=== How to complete this task ===
Scan the lines below for the string "linecap" and copy every one that has it.

=== Dataset excerpts ===
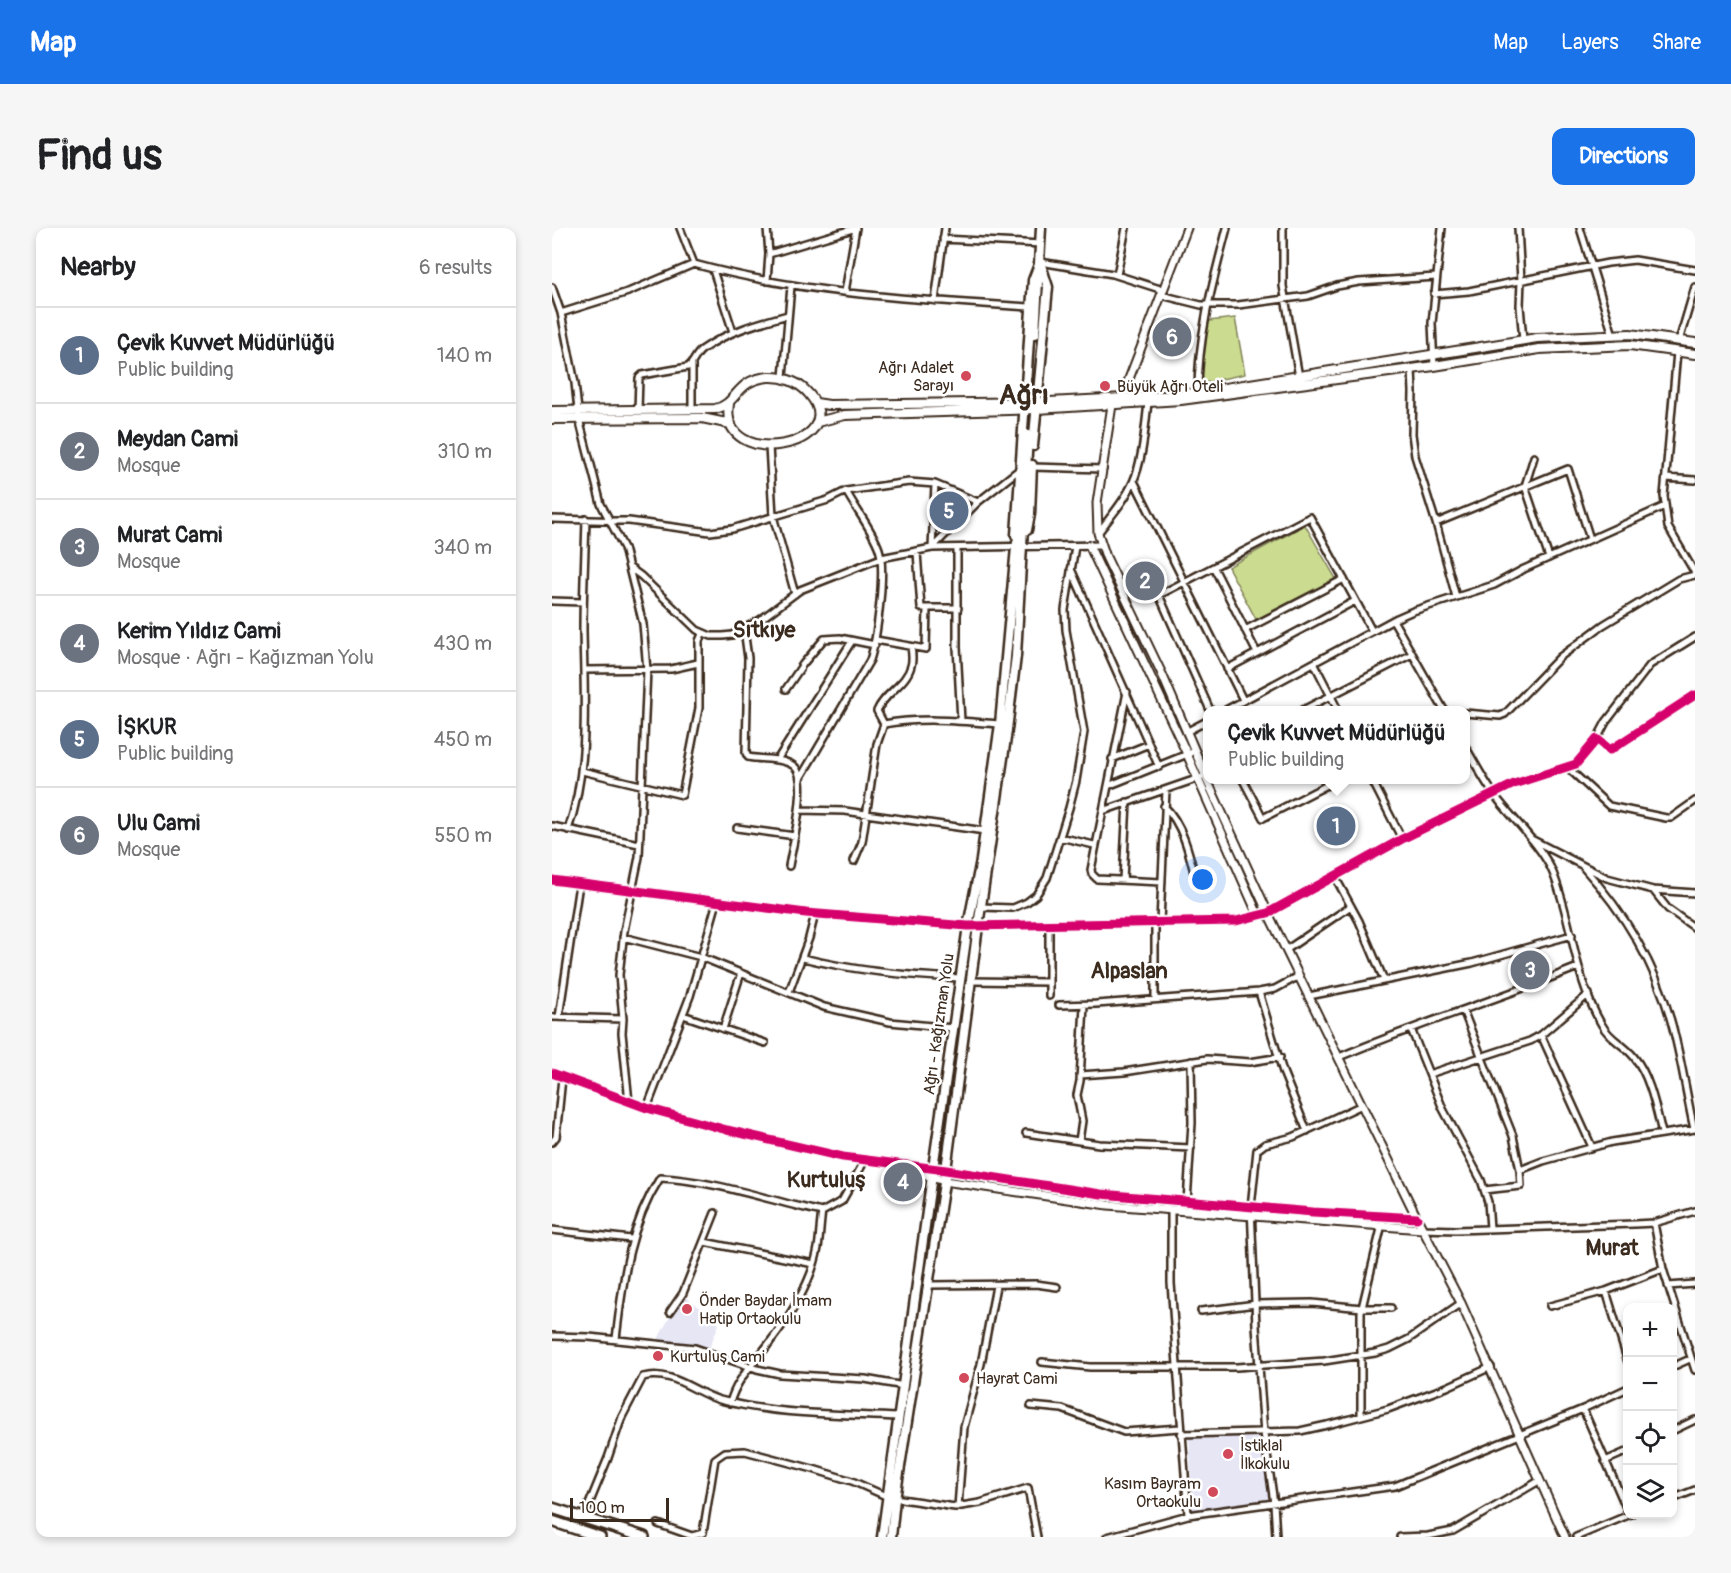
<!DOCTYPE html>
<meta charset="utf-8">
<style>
:root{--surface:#fff;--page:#f6f6f6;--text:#202124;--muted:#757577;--line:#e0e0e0;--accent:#1a73e8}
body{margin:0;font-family:Pangolin,sans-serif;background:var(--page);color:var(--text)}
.controls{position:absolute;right:18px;bottom:18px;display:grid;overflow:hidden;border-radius:12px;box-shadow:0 3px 9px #0003}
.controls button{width:54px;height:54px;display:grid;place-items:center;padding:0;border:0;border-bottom:2px solid var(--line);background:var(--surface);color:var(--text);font:30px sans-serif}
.scale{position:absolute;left:18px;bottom:15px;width:99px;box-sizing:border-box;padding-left:6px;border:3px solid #3b2a1e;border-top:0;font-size:16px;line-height:21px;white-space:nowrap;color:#3b2a1e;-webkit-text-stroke:4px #fff;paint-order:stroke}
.you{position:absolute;left:651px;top:652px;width:21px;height:21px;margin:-15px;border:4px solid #fff;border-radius:50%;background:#1a73e8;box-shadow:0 0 0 9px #1a73e833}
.badge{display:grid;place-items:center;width:39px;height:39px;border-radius:50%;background:var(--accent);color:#fff;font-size:20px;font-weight:700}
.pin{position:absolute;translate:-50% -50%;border:3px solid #fff;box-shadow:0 2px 6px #0006}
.popup{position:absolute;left:651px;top:478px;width:267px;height:78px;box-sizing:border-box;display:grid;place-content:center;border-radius:12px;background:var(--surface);filter:drop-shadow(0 2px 4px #0005);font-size:20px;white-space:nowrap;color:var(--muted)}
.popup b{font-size:22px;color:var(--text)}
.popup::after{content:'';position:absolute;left:50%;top:100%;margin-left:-12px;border:12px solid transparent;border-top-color:var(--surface)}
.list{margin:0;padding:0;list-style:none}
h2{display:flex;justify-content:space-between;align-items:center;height:78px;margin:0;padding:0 24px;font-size:26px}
h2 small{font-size:20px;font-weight:400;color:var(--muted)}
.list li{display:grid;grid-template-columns:39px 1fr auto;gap:18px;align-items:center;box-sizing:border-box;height:96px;padding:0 24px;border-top:2px solid var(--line)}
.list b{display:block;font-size:22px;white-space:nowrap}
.list p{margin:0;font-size:20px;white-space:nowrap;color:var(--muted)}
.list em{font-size:20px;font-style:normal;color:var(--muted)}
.icon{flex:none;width:33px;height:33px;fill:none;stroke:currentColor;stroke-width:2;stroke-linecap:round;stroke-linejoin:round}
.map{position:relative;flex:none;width:1143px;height:1309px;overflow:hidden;border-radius:12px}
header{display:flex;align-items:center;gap:36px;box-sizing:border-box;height:84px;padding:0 30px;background:var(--accent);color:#fff}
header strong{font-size:28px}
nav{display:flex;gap:33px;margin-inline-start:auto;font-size:21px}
.intro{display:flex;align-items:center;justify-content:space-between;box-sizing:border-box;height:144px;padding:0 36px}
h1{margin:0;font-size:42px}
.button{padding:15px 27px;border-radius:12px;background:var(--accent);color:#fff;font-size:21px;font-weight:700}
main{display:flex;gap:36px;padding:0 36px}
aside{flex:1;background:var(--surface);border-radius:12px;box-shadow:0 3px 9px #0003}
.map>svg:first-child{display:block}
.built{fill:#e6e6f5}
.green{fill:#cbdc91;stroke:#838358;stroke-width:1.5}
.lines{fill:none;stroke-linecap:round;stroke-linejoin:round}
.primary-tunnel{stroke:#d8d4d2;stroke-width:8;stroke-dasharray:8 4;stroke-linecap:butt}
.minor-casing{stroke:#3b2a1e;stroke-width:10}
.tertiary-casing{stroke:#3b2a1e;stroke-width:11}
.secondary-casing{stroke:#3b2a1e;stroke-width:12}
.primary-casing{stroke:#3b2a1e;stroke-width:13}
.trunk-casing{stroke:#3b2a1e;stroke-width:14}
.minor{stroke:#fff;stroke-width:5}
.tertiary{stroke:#fff;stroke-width:7}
.secondary{stroke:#fff;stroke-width:8}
.primary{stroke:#fff;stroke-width:8}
.trunk{stroke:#fff;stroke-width:9}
.cycleway-casing{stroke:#fff;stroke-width:13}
.cycleway{stroke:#d6006c;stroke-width:9}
.poi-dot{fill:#d1495b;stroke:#fff;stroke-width:2}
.labels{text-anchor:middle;stroke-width:5;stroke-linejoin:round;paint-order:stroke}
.poi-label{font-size:16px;fill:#3b2a1e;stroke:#fff;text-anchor:start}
.street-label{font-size:16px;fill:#3b2a1e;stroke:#fff}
.district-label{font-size:22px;font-weight:bold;fill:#3b2a1e;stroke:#fff}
.town-label{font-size:28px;font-weight:bold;fill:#3b2a1e;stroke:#fff}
</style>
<header>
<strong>Map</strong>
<nav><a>Map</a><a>Layers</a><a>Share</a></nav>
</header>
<div class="intro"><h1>Find us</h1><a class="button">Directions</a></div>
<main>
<aside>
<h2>Nearby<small>6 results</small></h2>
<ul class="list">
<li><span class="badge" style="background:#5c6f8a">1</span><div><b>Çevik Kuvvet Müdürlüğü</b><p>Public building</p></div><em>140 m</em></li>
<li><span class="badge" style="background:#6b7280">2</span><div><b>Meydan Cami</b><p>Mosque</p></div><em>310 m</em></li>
<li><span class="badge" style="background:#6b7280">3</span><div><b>Murat Cami</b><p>Mosque</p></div><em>340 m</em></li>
<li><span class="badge" style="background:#6b7280">4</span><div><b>Kerim Yıldız Cami</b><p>Mosque · Ağrı - Kağızman Yolu</p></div><em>430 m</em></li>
<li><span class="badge" style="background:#5c6f8a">5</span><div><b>İŞKUR</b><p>Public building</p></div><em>450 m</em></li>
<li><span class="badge" style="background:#6b7280">6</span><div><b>Ulu Cami</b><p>Mosque</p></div><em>550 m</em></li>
</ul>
</aside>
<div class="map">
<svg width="1143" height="1309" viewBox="0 0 1143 1309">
<rect width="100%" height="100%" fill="#fff"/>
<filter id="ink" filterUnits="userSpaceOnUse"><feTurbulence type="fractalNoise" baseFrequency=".0167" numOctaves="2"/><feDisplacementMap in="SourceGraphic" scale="12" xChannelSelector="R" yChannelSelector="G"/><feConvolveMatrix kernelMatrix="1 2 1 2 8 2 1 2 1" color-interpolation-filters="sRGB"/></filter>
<g filter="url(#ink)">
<!-- built -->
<path class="built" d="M130 1066 167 1096 156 1123 106 1111Z
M637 1207H711L718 1272 685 1279 641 1284Z"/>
<!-- green -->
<path class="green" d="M683 90 693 146 651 155 648 130 657 93Z
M753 297 784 351 705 393 676 339Z"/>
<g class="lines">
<!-- primary-tunnel -->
<path class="primary-tunnel" d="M476 207 481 142"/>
<!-- minor casing -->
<g class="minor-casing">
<path id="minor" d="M128 0 142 36
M215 0 217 26 215 53
M731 0V58L747 149
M966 0 969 52 968 78 971 112
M1028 0 1061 107
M391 11 489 16
M217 26 304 0
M488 34 561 46 611 62
M161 42 181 104
M565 47 574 0
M0 59 9 85 23 155 27 191 39 237 49 276 72 320 91 396 95 442 87 629 72 703 67 747 71 791 70 805 77 874
M293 64 304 0
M882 66 917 63 1056 35 1083 32 1143 42
M609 67 649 77H686L756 68 785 58 807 54 884 49
M383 73 393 0
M9 85 76 64 142 36C251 66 365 72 479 79
M1127 113 1143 59
M1125 124 1112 268 1116 299 1143 345
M140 137V182
M882 138 880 95 890 0
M860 141 861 164 860 206 863 228 884 295 904 369
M231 149 239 58
M646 164C646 108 661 54 675 0
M86 183 87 150 90 147 136 139C143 134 143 126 151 121 177 103 206 95 236 87
M217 218 221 288 243 366
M982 229 973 258 997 330
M480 239 551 241
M1114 250 1143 252
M582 253 691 472
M0 291 77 293 158 304 180 301 276 272 294 263 357 254 383 256 426 274
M884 295 1016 241 1038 311
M546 305C558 289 573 273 581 254 591 232 593 199 596 175
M380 320 426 274 468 241
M380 320 383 256
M405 320V419L409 493
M365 324 369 380H406
M78 340 89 348 145 402 159 408H171L180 407 208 392 248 362 329 330 380 320 550 317
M662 340 705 425
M519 341 607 539
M0 373 31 374
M841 392 892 482
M192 401 196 430 194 525 196 529C210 532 229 529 242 538 258 550 240 619 237 638
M693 402 792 351
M324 412 374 421 375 380
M762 435 786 482
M675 441 803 373
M32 442 119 441 146 435
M234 461 251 436 272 411 288 410 323 417
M575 464 539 642 540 646 545 651 610 654
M658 482 607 367 758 289 820 403
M674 482 845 390 861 383 942 357 972 341 1113 278
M751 482 860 426
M913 485 948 488 953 486 1008 429 1051 397 1127 351 1143 347
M332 496C370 489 409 493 448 496
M634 504 655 493
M1045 511 1054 494 1098 437 1143 409
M913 518C923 535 932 553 944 569 961 591 991 620 1001 645 1021 694 1022 751 1050 797 1058 812 1072 816 1082 829 1098 848 1104 881 1110 905
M560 531 597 516
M225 532 300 413
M1015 539 1057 578 1114 590H1119L1143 573
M30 543 130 567 147 480V413L150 406
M249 549 318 432C325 411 334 341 327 321 321 303 303 280 294 263
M691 552 711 590 785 552
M820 552 850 611
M556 558 643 523
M612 578C631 596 638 628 644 653
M247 582 293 583 433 603
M551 583 653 548
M0 598 87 616
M185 600 243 608
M16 602C38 538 32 468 31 402 31 365 33 328 34 291
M508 609 542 617
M979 611 1055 650 1101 662 1143 665
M302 633 310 614 325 516 332 496 325 483C332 465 354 457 359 438 361 432 360 425 359 419
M1031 639C1071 683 1103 736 1119 793 1129 828 1134 865 1142 901
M782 647 807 693 832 752
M0 652 254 685 416 698 684 693 716 685 850 611 962 556 1024 536 1045 511 1058 522 1143 467
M571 652 575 574
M1101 662 1116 681 1143 700
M429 679 461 680 475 674 484 667 495 650 517 580 524 553 532 504 514 402 513 382 523 318
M608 694 614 562
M71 709 149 729 272 779 338 794 401 800
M734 722 799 678
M251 730C303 743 355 748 408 750
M420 753 496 754
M237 764 257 710 263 686
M707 764 731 844 755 903
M497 768V697
M757 768 920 735 1020 707
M603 771V694
M507 777 544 776 707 764 723 761 747 748
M911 782 961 908 968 942 969 958 932 962
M131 787 213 815
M0 789 71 791
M7 789 27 656
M171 801 189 745
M859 801 891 881 929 952 936 974 938 1000
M989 807 1040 919
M787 829C865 796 947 771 1026 739
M877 846 978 813 989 807 1037 766
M528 847 572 844 655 831 698 834 728 829
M95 880 138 768 165 674
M474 905 547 916 639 920
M527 913 530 893 525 867 528 853 532 777
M0 914 4 909 10 850
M968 942 991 933 1060 914 1143 901
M635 974 640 895 639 833
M619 982V1055L636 1287
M1102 995 1111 1041 1143 1142
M870 1001 904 1002 1082 996 1102 995 1143 983
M0 1002 79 1011
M152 1014 262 1036
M377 1057 484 1056 505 1059
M1116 1058 1143 1056
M1054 1063 1076 1134
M998 1078 1054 1063 1111 1041
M649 1083 704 1076 760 1075 810 1080H839
M118 1084 131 1065 163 985
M0 1108 37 1109 143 1120 205 1141 228 1146 313 1151 352 1158
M64 1111C71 1053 76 1000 108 950 161 952 219 973 270 984L290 973 313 932
M490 1134 538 1139H685L772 1133 823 1125 837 1121 857 1111 909 1075
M1120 1139 1138 1131
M178 1175C185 1149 203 1135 218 1114 239 1087 260 1054 266 1020 268 1008 268 996 270 984
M479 1178 510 1181 572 1204 628 1200
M1031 1181 1076 1284
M809 1188V1084L832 988
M1120 1203 1143 1192
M629 1206 748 1203 775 1197 836 1181 895 1159 939 1139
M1053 1233 1076 1223
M1120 1271 1143 1262
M406 1279 412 1199 429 1136 444 1058
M31 1291 56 1230 70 1189 91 1149C120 1141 143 1165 168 1172 223 1187 290 1186 346 1189
M106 1296 140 1308 151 1305 163 1231 173 1224 193 1223 261 1241 300 1253 336 1269 403 1279 428 1275 476 1260 485 1309
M555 1309 636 1287 843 1258 1031 1181 1076 1160
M724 1309 722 1275 712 1205 704 1098 699 979 705 922 713 916 741 909 810 877
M848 1309 876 1308 901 1303 987 1253
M1024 1309 1079 1286"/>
</g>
<!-- tertiary casing -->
<g class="tertiary-casing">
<path id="tertiary" d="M570 169 635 0
M560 177 545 275 546 305 554 329 610 446 655 551
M537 317 635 526 706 687
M655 552 716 685 865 990 909 1075 1013 1309
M0 845 95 880 175 902 291 929 394 942 549 966 761 984 865 990
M350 940 392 953 556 977 870 1001"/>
</g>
<!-- secondary casing -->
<g class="secondary-casing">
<path id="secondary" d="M264 175 277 177 497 174 629 167 985 110 1078 106 1143 115
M0 183 163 181C186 176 183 152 216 149 231 148 247 154 257 166 303 218 166 245 177 176
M0 191 150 190 179 196
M265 194 293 187 485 181 629 172 882 138 987 121 1078 117 1143 126"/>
</g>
<!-- primary casing -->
<g class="primary-casing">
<path id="primary" d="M483 106 489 0
M481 218 496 59 488 34
M475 302 478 286 480 237
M464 307 481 52 488 34
M330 1309 381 940 416 698 429 632 448 496 464 319 468 302
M339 1309 343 1271 394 942 426 698 454 510 464 428 476 207"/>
</g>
<!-- trunk casing -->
<g class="trunk-casing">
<path id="trunk" d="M0 1280 92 1309
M0 1293 48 1309"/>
</g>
<!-- minor -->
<use href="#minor" class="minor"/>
<!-- tertiary -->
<use href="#tertiary" class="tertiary"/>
<!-- secondary -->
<use href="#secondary" class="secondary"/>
<!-- primary -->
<use href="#primary" class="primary"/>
<!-- trunk -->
<use href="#trunk" class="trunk"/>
<!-- cycleway casing -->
<g class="cycleway-casing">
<path id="cycleway" d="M0 652 254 685 416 698 684 693 716 685 850 611 962 556 1024 536 1045 511 1058 522 1143 467
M0 845 95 880 175 902 291 929 394 942 549 966 761 984 865 990"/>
</g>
<!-- cycleway -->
<use href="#cycleway" class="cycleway"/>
</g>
</g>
<!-- markers -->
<g class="poi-dot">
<circle cx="414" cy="148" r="6"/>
<circle cx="553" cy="158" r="6"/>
<circle cx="135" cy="1081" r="6"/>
<circle cx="106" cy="1128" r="6"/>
<circle cx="412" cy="1150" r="6"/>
<circle cx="676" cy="1226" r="6"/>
<circle cx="661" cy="1264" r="6"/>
</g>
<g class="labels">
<!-- poi labels -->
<g class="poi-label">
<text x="402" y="145" text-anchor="end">Ağrı Adalet<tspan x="402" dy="18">Sarayı</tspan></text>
<text x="565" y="164">Büyük Ağrı Oteli</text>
<text x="147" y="1078">Önder Baydar İmam<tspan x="147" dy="18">Hatip Ortaokulu</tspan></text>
<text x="118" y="1134">Kurtuluş Cami</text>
<text x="424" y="1156">Hayrat Cami</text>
<text x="688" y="1223">İstiklal<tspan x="688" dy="18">İlkokulu</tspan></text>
<text x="649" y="1261" text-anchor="end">Kasım Bayram<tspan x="649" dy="18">Ortaokulu</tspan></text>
</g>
<!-- street labels -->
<g class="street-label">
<text transform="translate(386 796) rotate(-82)" y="6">Ağrı - Kağızman Yolu</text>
</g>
<!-- district labels -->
<g class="district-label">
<text x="212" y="409">Sıtkıye</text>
<text x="577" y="750">Alpaslan</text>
<text x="274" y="959">Kurtuluş</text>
<text x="1060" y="1027">Murat</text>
</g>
<!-- town labels -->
<g class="town-label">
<text x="472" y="176">Ağrı</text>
</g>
</g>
</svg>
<div class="controls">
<button>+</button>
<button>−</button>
<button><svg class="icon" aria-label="locate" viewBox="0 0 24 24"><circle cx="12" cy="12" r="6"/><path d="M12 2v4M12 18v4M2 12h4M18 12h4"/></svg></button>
<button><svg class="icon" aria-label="layers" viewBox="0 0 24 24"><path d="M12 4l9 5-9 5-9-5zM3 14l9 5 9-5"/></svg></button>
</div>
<div class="scale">100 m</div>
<div class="you"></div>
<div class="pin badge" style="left:784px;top:598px;background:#5c6f8a">1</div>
<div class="popup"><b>Çevik Kuvvet Müdürlüğü</b>Public building</div>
<div class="pin badge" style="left:593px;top:353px;background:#6b7280">2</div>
<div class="pin badge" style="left:978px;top:742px;background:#6b7280">3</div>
<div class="pin badge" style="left:351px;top:954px;background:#6b7280">4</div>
<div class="pin badge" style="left:397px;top:283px;background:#5c6f8a">5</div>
<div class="pin badge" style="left:620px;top:109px;background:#6b7280">6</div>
</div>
</main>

=== Exercise result ===
.icon{flex:none;width:33px;height:33px;fill:none;stroke:currentColor;stroke-width:2;stroke-linecap:round;stroke-linejoin:round}
.lines{fill:none;stroke-linecap:round;stroke-linejoin:round}
.primary-tunnel{stroke:#d8d4d2;stroke-width:8;stroke-dasharray:8 4;stroke-linecap:butt}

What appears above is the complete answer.